I see there is a new Ordering module that defines the return type for ordering functions. I'm wondering if we would get more flexibility by defining Ordering.t as the comparison function (not just the return value) similar to the code below and as seen in https://github.com/gcanti/fp-ts/blob/master/src/Ord.ts

type t<'a> = ('a, 'a) => int // (or float)

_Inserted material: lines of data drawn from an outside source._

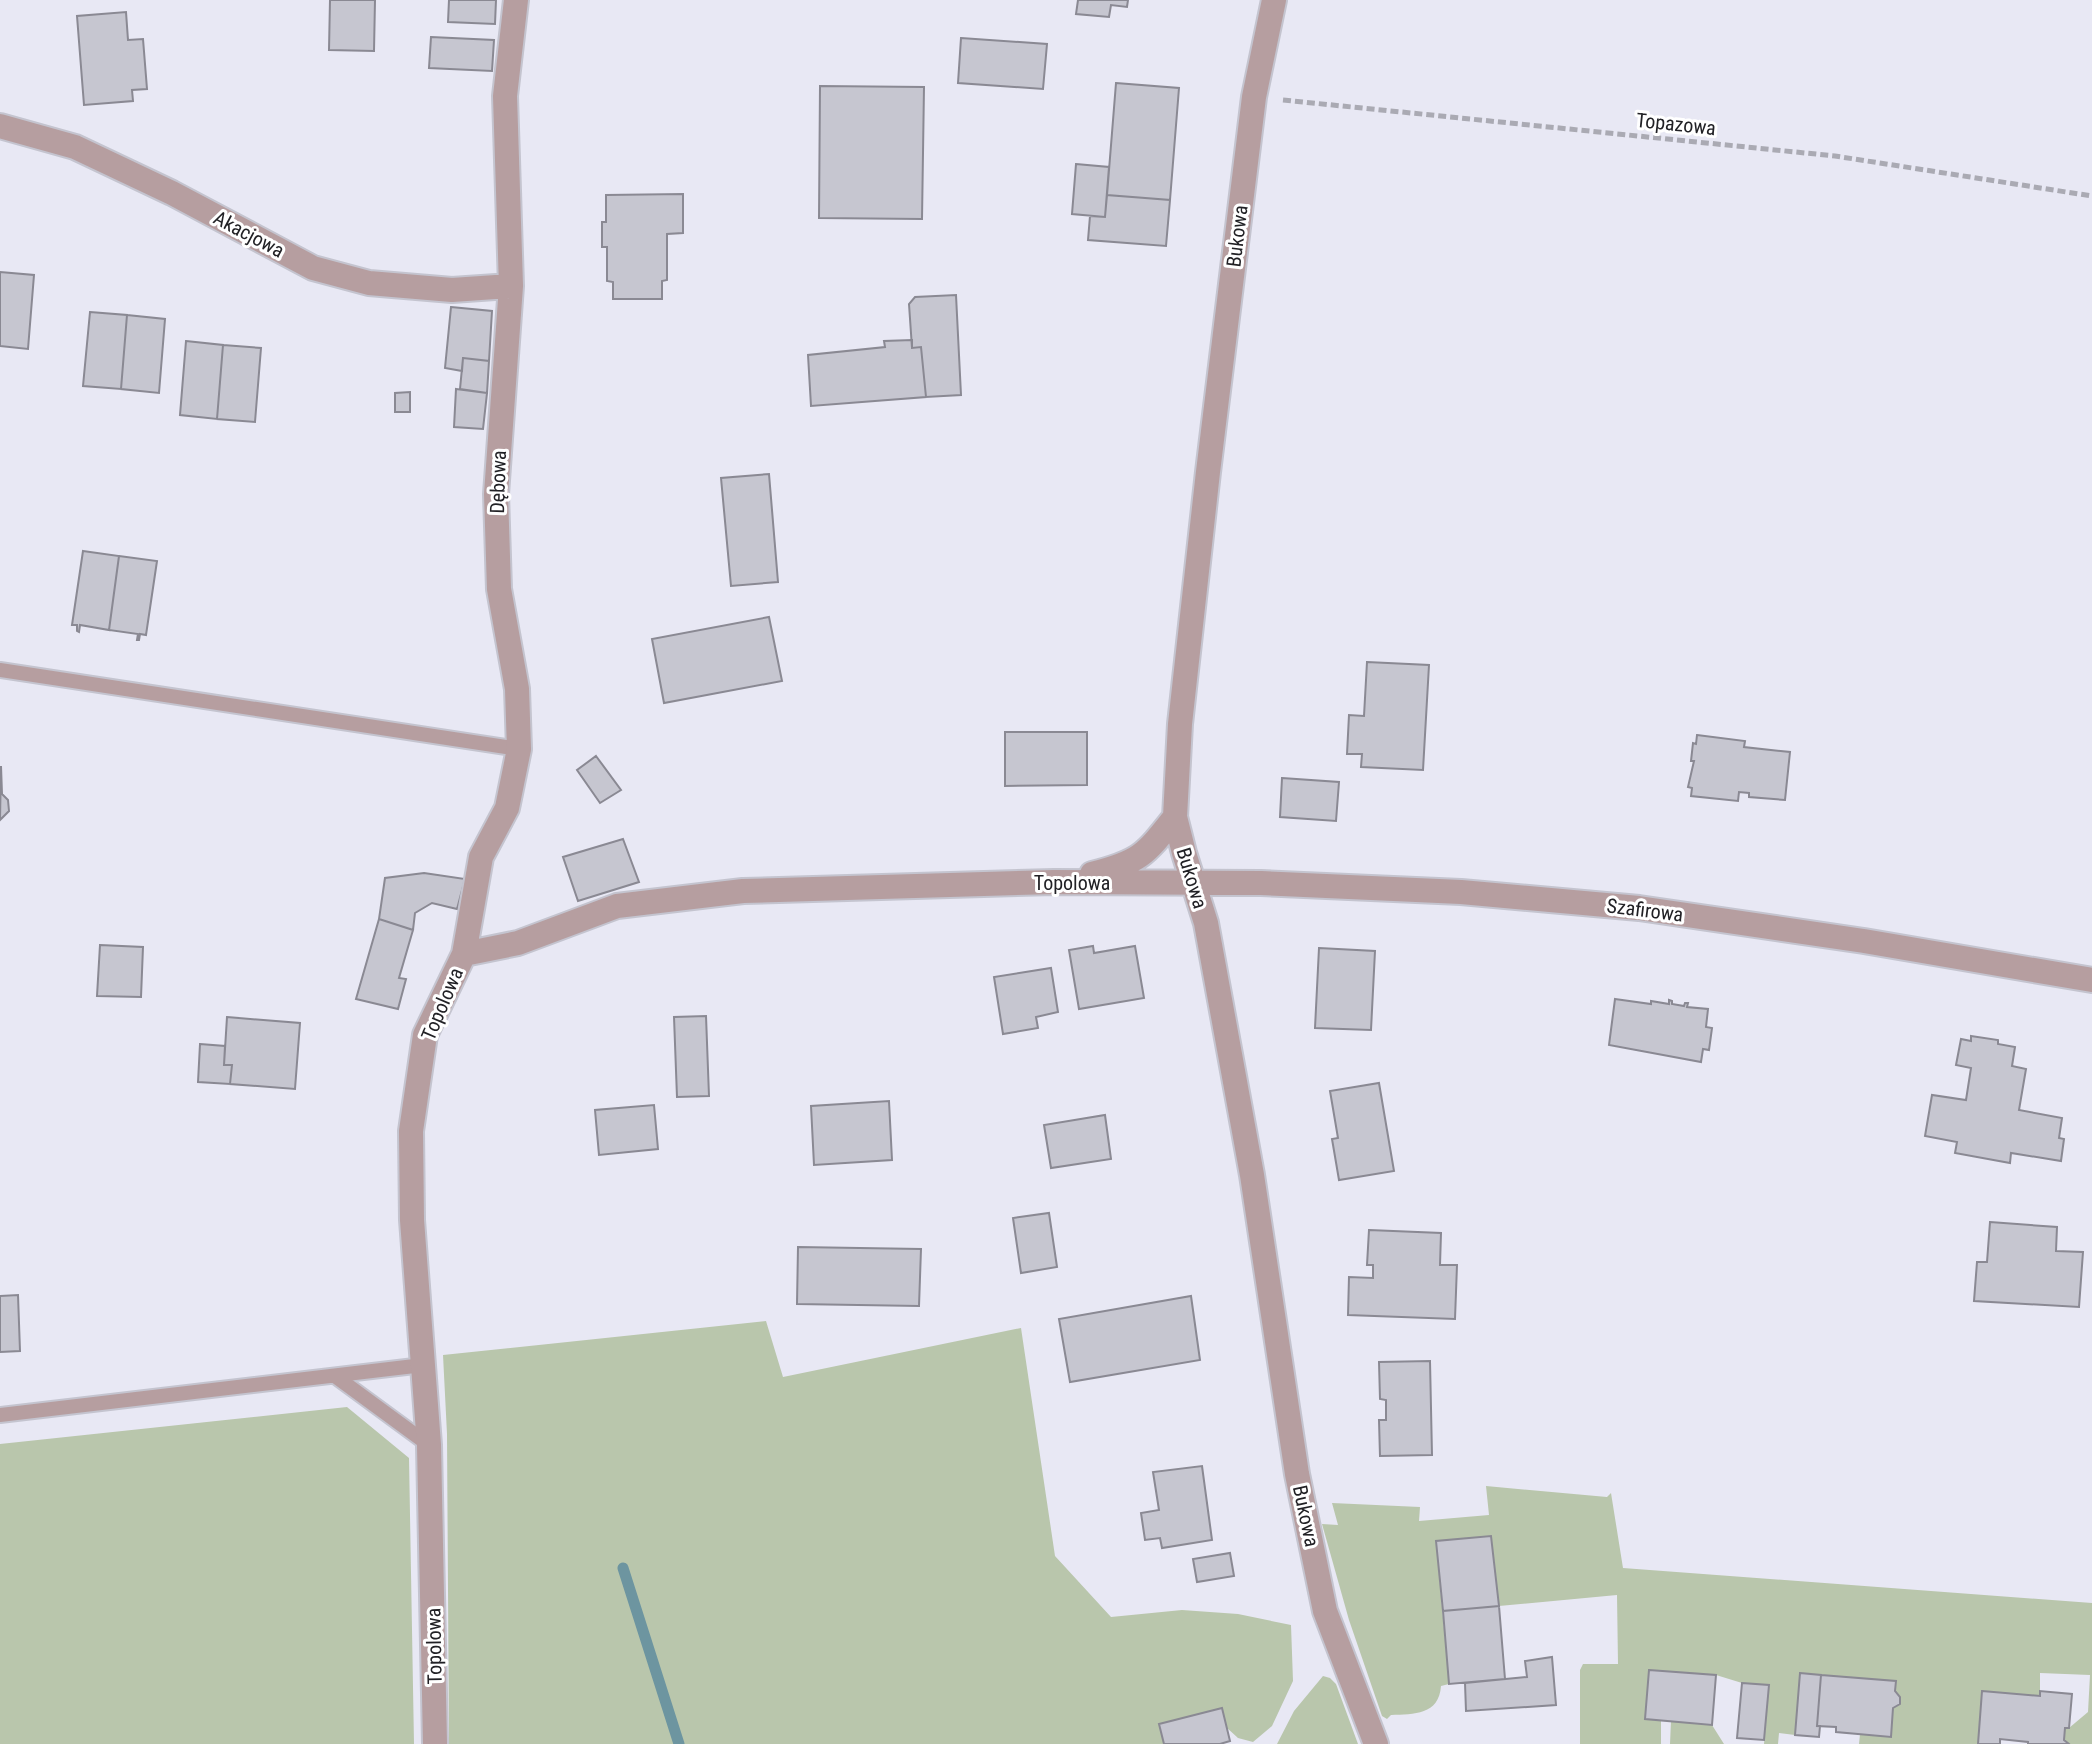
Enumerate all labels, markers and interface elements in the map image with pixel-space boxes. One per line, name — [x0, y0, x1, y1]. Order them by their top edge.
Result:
street label: Topazowa — [1635, 108, 1717, 140]
street label: Bukowa — [1221, 204, 1253, 268]
street label: Akacjowa — [210, 205, 288, 263]
street label: Dębowa — [485, 450, 511, 514]
street label: Bukowa — [1171, 845, 1213, 911]
street label: Topolowa — [1034, 871, 1110, 895]
street label: Szafirowa — [1605, 893, 1685, 927]
street label: Topolowa — [416, 964, 468, 1044]
street label: Bukowa — [1288, 1483, 1324, 1549]
street label: Topolowa — [421, 1607, 447, 1685]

let eval = (t, x, y) => t(x, y)
let map = (f, t, x, y) => eval(t, f(x), f(y))
let fromFloat = (cmp, x, y) => cmp(x, y)->Belt.Int.fromFloat
let reverse = (t, x, y) => eval(t, y, x)

let eq = (t, x, y) => eval(t, x, y) === 0
let neq = (t, x, y) => eval(t, x, y) !== 0

let lt = (t, x, y) => eval(t, x, y) < 0
let lte = (t, x, y) => eval(t, x, y) <= 0
let gt = (t, x, y) => eval(t, x, y) > 0
let gte = (t, x, y) => eval(t, x, y) >= 0

let min = (t, x, y) => lte(t, x, y) ? x : y
let max = (t, x, y) => lte(t, x, y) ? y : x

let clamp = (t, low, high) => v => min(t, high, max(t, low, v))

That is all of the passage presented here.